Last but not least, indicators of warfare motivations are those related to military expenses (MilitaryExpenditure), retrieved from the World Development Indicators database [60] and in line with related works (recall Section 2). It includes current and capital expenditures of the armed forces, defense ministries and other government agencies, paramilitary forces, and military space activities. In this case, data is again not provided on a yearly basis and the same approach as for economic features’ annual gaps has been applied.

3.2.2. Linear Models

The final step is the identification of relationships between GPE issues and APTs, which is achieved by computing linear models based on data from each victim/attacked country. Models are developed based on Equation (4), where G, P, and E are GPE factors, and the predicted variable is the amount of STs. In this way, CTI can benefit from this analysis by understanding the relationship between cyberattacks and GPE factors, thus answering RQ1.

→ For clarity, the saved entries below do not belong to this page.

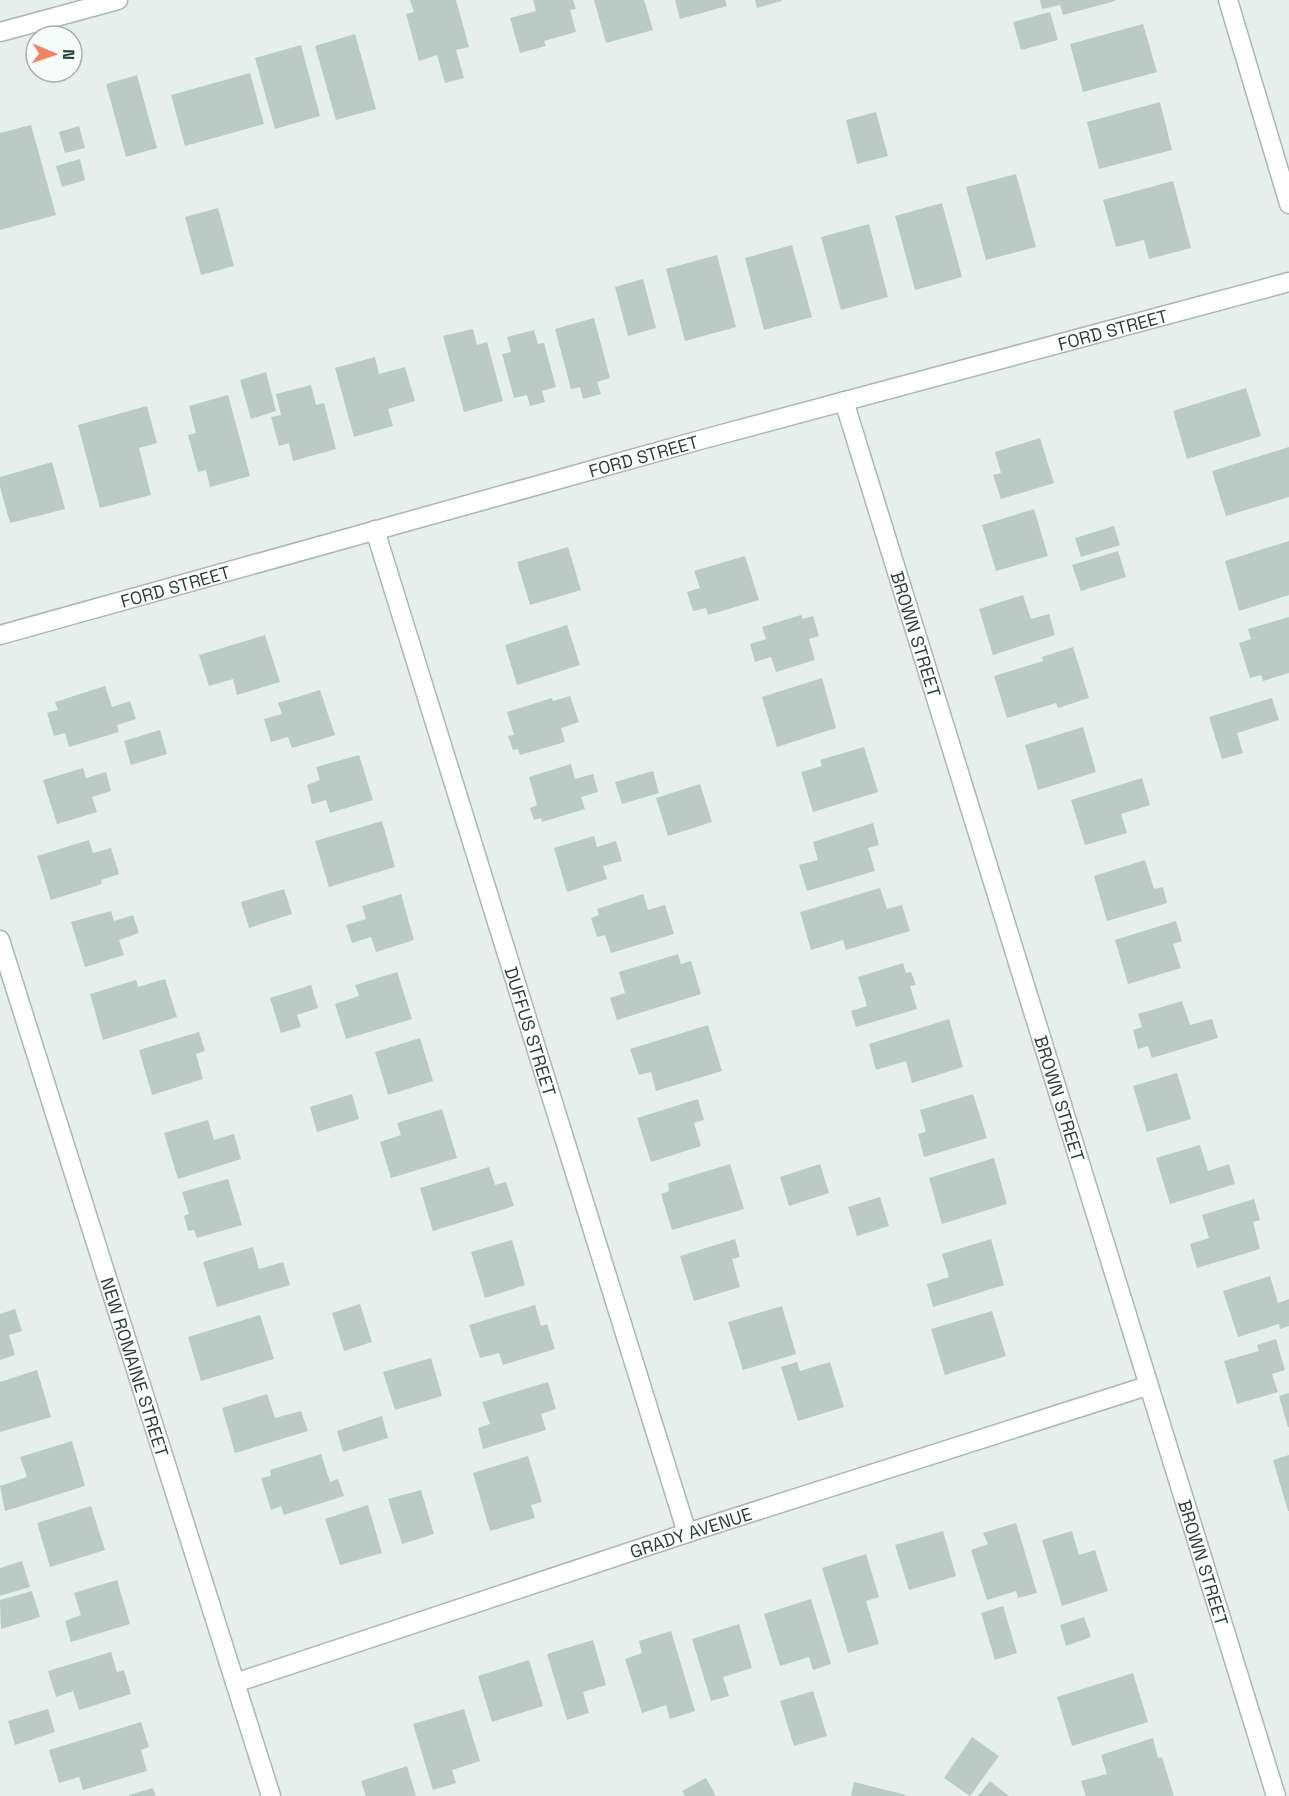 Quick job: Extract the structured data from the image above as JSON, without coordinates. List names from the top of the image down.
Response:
{
  "streets": {
    "street": [
      "FORD STREET",
      "BROWN STREET",
      "DUFFUS STREET",
      "NEW ROMAINE STREET",
      "GRADY AVENUE"
    ]
  },
  "crossings": [
    ["FORD STREET", "BROWN STREET"],
    ["FORD STREET", "DUFFUS STREET"],
    ["BROWN STREET", "GRADY AVENUE"],
    ["DUFFUS STREET", "GRADY AVENUE"],
    ["NEW ROMAINE STREET", "GRADY AVENUE"]
  ],
  "north": "right"
} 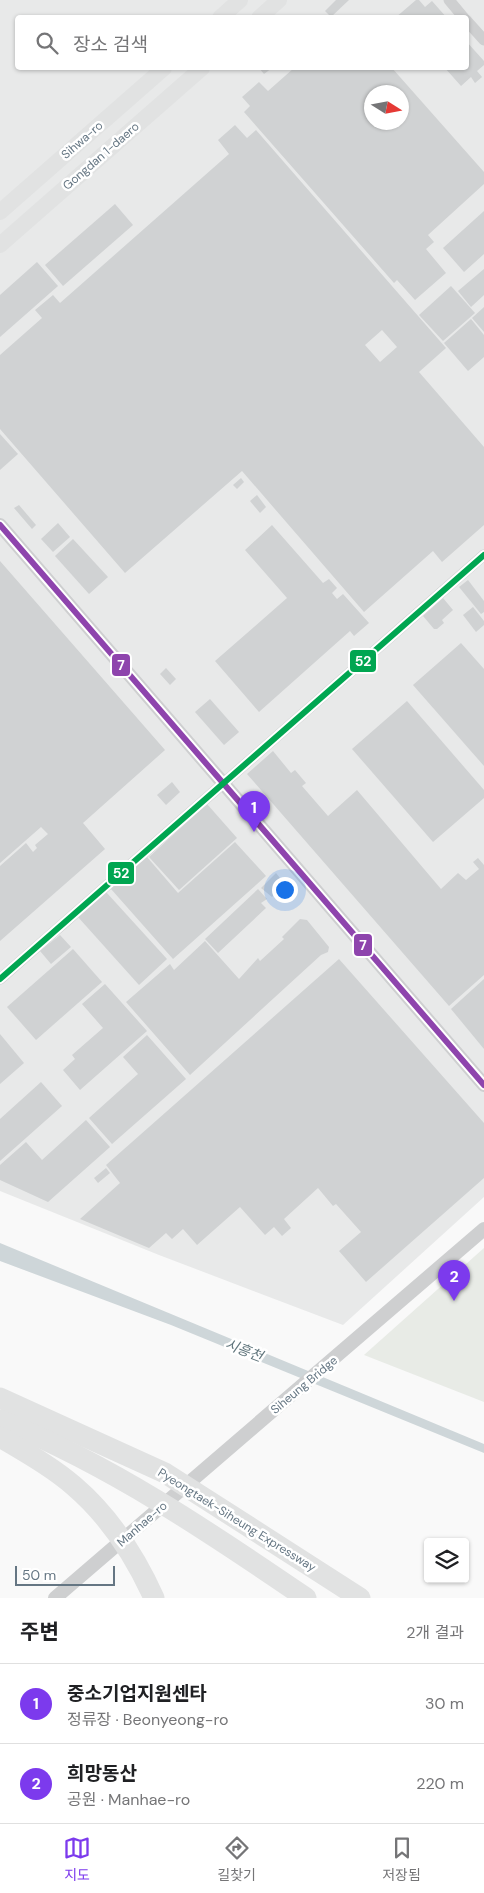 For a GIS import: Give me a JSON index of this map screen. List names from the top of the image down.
{
  "streets": {
    "highway": ["Pyeongtaek-Siheung Expressway"],
    "main road": ["Sihwa-ro", "Gongdan 1-daero"],
    "street": ["Siheung Bridge", "Manhae-ro"]
  },
  "crossings": [
    ["Siheung Bridge", "Manhae-ro"]
  ],
  "water": ["시흥천"],
  "lines": ["transit line 7", "transit line 52"],
  "scale_bar": "50 m",
  "north": "right",
  "page": {
    "search": "장소 검색",
    "pins": ["1", "2"],
    "scale": "50 m",
    "heading": ["주변", "2개 결과"],
    "list": [
      {
        "mark": "1",
        "name": "중소기업지원센타",
        "note": "정류장 · Beonyeong-ro",
        "value": "30 m"
      },
      {
        "mark": "2",
        "name": "희망동산",
        "note": "공원 · Manhae-ro",
        "value": "220 m"
      }
    ],
    "nav": ["지도", "길찾기", "저장됨"]
  }
} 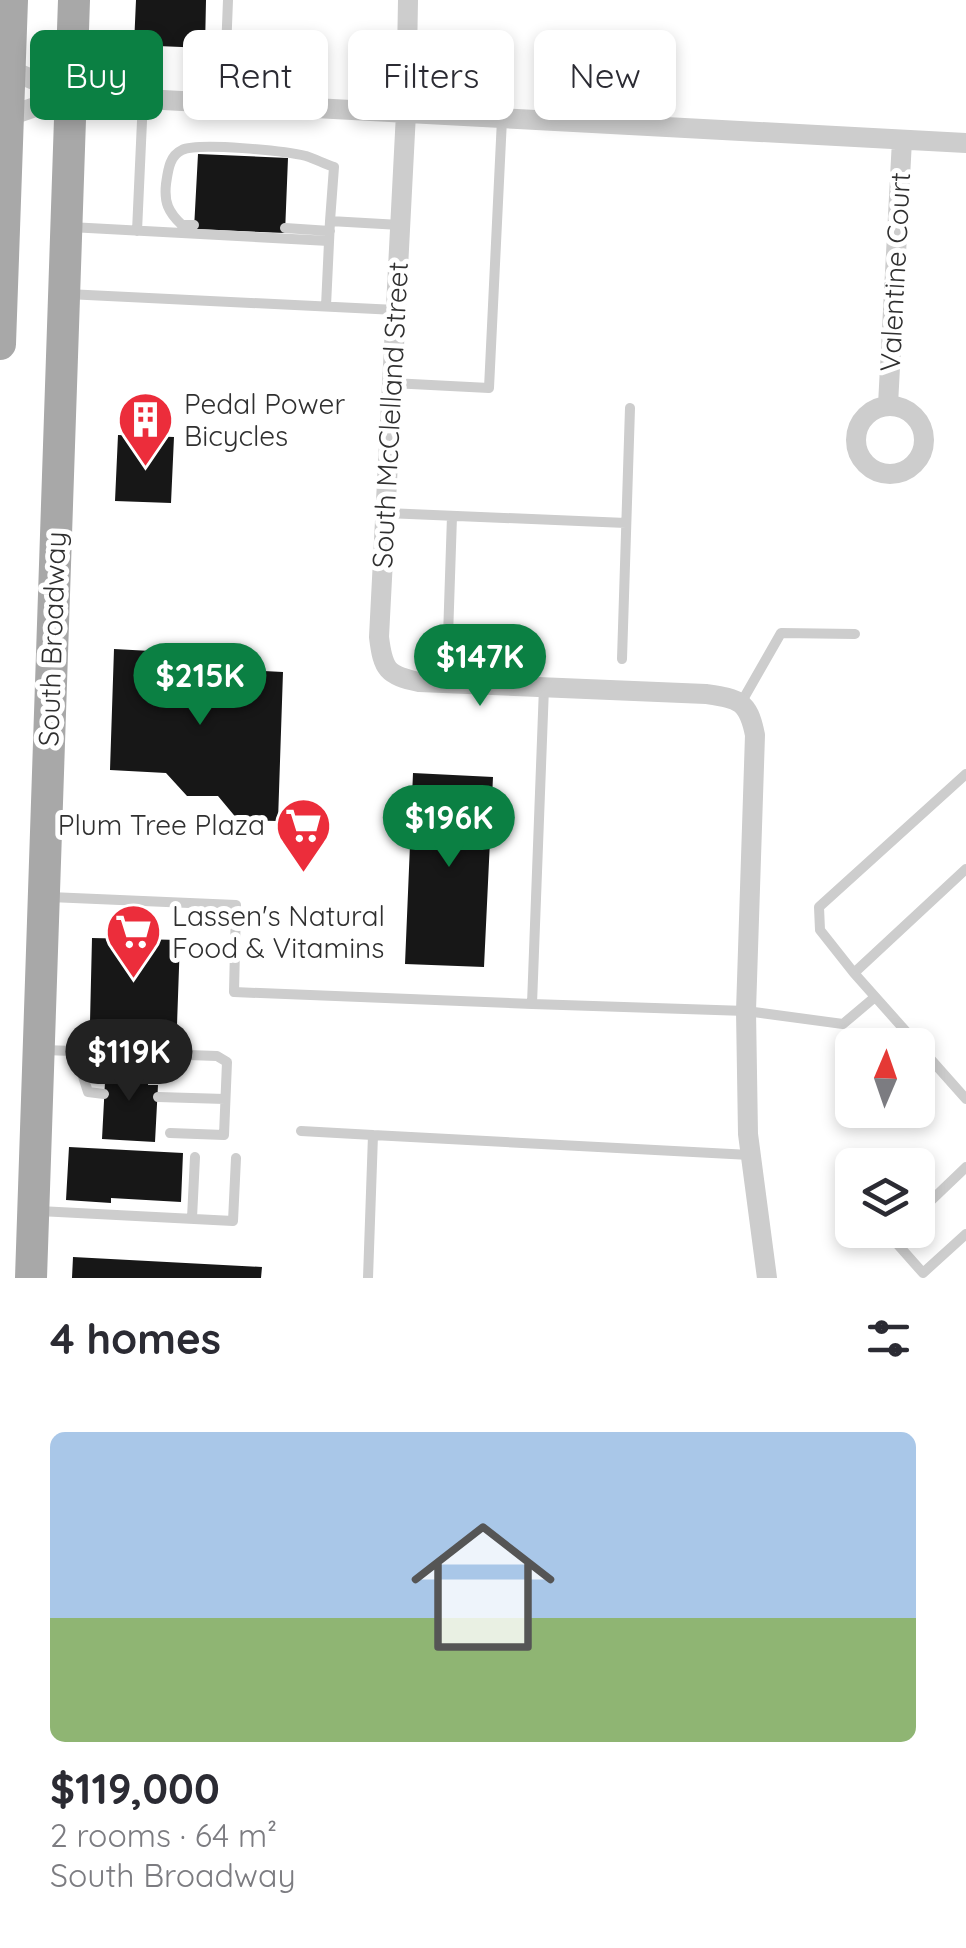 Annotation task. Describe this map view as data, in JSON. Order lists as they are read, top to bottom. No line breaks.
{"streets":{"main road":["South Broadway"],"street":["Valentine Court","South McClelland Street"]},"places":{"building":["Pedal Power Bicycles"],"supermarket":["Plum Tree Plaza","Lassen's Natural Food & Vitamins"]},"north":"top","page":{"chip":["Buy","Rent","Filters","New"],"price":["$147K","$215K","$196K","$119K"],"heading":"4 homes","list":[{"name":"$119,000","note":"2 rooms · 64 m² · South Broadway"}]}}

Besides, the motivations of cyberattacks and affected sectors are identified to answer RQ2. This is also useful to assess the consistency of the previous model, as GPE factors and sectors at stake should be aligned. For example, if economic issues are the most prominent GPE factor, it should be more reasonable to attack the financial sector rather than nursery schools. Similarly, defense-related institutions can be regarded as a means to conduct cyberwars. A taxonomy of sectors and their related motivations has been applied (available in GitHub repository). Considering these factors, the analysis of motivations is carried out except for North Korea, as it does not disclose any economic or warfare indicator.

4. Results and Discussion

Leveraging collected data, models to study the relationship between GPE issues and used STs are introduced in this section. Depending on the target relationship, the whole set of countries or a subset of them come into play. As a result, the model selects the variables that better explain cyberattacks, that is, maximizing the adjusted R2.

The relationship between GPE issues and cyberattacks, related to RQ1, is addressed in Section 4.1. Afterwards, the underlying motivations related to RQ2 are introduced in Section 4.2. Lastly, a summary of the results and the limitations of the work are discussed in Section 4.3.

4.1. Relationship between GPE Issues and Cyberattacks

Tables 5 and 6 present a summary of the developed models for each country as attacker or victim, respectively.

In general terms, the model shows a substantial support for launched cyberattacks considering GPE factors in most countries. As such, cyberattacks from RUS, IRN, and USA count on the highest support. It must be noted that the case of RUS is noteworthy, since the amount of used STs is quite extensive with more than 200 cases.

The situation is even better in terms of the received cyberattacks. Our results show that the considered factors provide with great support. Interestingly, USA has received more than 180 cyberattacks and the model supports them with a factor of 0.82. On the other side, the lowest support is for the attacks received by IRN. However, it is an exception, since the remaining countries are beyond 0.7.

4.2. Analysis on Motivations

The following sections study motivations of cyberattacks per country, including a consistency analysis, as well as devising motivations per attacker on each victim.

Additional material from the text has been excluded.